Soon, it wouldn’t be enough to flash an engineering degree or some minor knowledge in Java or Python – the need for data science and artificial intelligence is on the rise. Automation is going to be the key to change. Globally, 12% of employers have started thinking of downsizing their workforce owing to technological advancement. Amidst all this, don’t think India would be spared. Indian bosses fear automation will reduce their headcount too. But fret not, it’s not all a bad news – there is always a silver lining after rains and that is Big Data jobs.
Shine bright with Big Data
In India, the number of job openings in the Analytics field almost doubled from the last year. Digital natives, like Amazon, Citi, HCL, IBM, and Accenture are waiting to fill close to 50000 positions, according to a study conducted by Analytics India Magazine and Edvancer. All these definitely signify parting off the dark clouds, and I can’t agree more!
Artificial Intelligence and Machine Learning are building a base of its own. Moreover, AI is deemed to be the hottest technical sector in the next 5 years and would beam in success. Along with top-of-the-line tech firms, more than 170 startups have transfixed their gaze on this field. To surf on the next wave of IT jobs, candidates need to step aside from low-in-demand stale skills to excel on budding Analytics skills. Every single HR Manager out there is seeking professionals who can manipulate algorithms and work wonders in various machine-learning models and you can be one of them!
Get better, get evolved
Expertise in languages, like Java/C/C++ gives you a certain edge, but to enter the dominating field of Big Data, techies will be asked to master intricate languages, such as Scala and Hive that are less conventional. Millennial recruiters are also looking out for those who have a keen insight for good design and flawless code architecture. “Programmers who focus on good design principals are always preferred over programmers who can just code,” Rajat Vashishta, founder of Falcon Minds, a resume consulting firm, says. “User experience matters a lot more than it used to, say, five years ago.”

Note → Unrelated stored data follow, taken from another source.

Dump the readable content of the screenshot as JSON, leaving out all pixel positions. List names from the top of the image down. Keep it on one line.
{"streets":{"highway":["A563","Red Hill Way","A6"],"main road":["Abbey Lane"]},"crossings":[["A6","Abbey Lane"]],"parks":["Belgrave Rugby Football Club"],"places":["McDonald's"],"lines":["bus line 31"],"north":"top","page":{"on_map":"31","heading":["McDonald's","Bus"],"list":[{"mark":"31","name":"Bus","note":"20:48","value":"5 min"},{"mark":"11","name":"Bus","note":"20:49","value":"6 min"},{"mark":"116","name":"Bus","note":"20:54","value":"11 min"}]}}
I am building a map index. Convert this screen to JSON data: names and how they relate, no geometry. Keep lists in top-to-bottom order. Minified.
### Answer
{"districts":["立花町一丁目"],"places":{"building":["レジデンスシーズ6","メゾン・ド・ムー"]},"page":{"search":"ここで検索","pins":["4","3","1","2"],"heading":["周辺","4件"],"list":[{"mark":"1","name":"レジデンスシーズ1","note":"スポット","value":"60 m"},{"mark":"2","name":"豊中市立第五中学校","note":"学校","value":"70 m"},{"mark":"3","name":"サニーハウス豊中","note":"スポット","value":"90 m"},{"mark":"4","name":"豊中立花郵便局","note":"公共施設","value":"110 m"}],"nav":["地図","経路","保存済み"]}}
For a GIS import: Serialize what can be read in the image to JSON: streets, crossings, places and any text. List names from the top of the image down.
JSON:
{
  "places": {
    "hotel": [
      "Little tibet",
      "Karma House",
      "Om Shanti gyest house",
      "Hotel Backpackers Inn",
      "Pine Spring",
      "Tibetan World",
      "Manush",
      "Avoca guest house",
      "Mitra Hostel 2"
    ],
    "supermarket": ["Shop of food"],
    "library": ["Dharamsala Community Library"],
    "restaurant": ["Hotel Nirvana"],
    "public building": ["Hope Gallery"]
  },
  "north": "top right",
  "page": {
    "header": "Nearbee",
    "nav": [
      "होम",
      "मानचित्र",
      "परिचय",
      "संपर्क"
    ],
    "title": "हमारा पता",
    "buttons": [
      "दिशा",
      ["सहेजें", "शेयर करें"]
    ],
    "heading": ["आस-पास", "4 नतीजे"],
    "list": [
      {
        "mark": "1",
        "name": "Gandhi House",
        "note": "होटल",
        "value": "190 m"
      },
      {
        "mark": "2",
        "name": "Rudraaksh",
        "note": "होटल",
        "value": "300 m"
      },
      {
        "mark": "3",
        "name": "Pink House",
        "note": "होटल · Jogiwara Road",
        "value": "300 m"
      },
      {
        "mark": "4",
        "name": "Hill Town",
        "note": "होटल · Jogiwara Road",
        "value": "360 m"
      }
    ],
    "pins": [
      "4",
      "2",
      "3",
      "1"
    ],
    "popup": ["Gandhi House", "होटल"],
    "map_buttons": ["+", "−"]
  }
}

Where skills in technology, like business intelligence, artificial intelligence, machine learning and DevOps are flourishing, minute attention need to be given on proper implementation of these skills, according to Aditya Narayan Mishra, chief executive officer of CIEL HR Services, a recruitment firm, otherwise all of it would be a total waste.
It’s all in the layout
Presentation matters, you agree or not! Make your resume ready to strike the job criteria you are applying for. For example, if a user interface developer wants to become a full stack developer, he must mention back-end programming skills in the profile. This will give an instant boost to the resume. The design of a resume has also changed over the years. Now, the shorter your resume the better response you get. “Most techies write pages and pages of projects in their resumes. While it is important, in most cases, the same information gets repeated. Anything above two pages is a big no,” says Vashishta.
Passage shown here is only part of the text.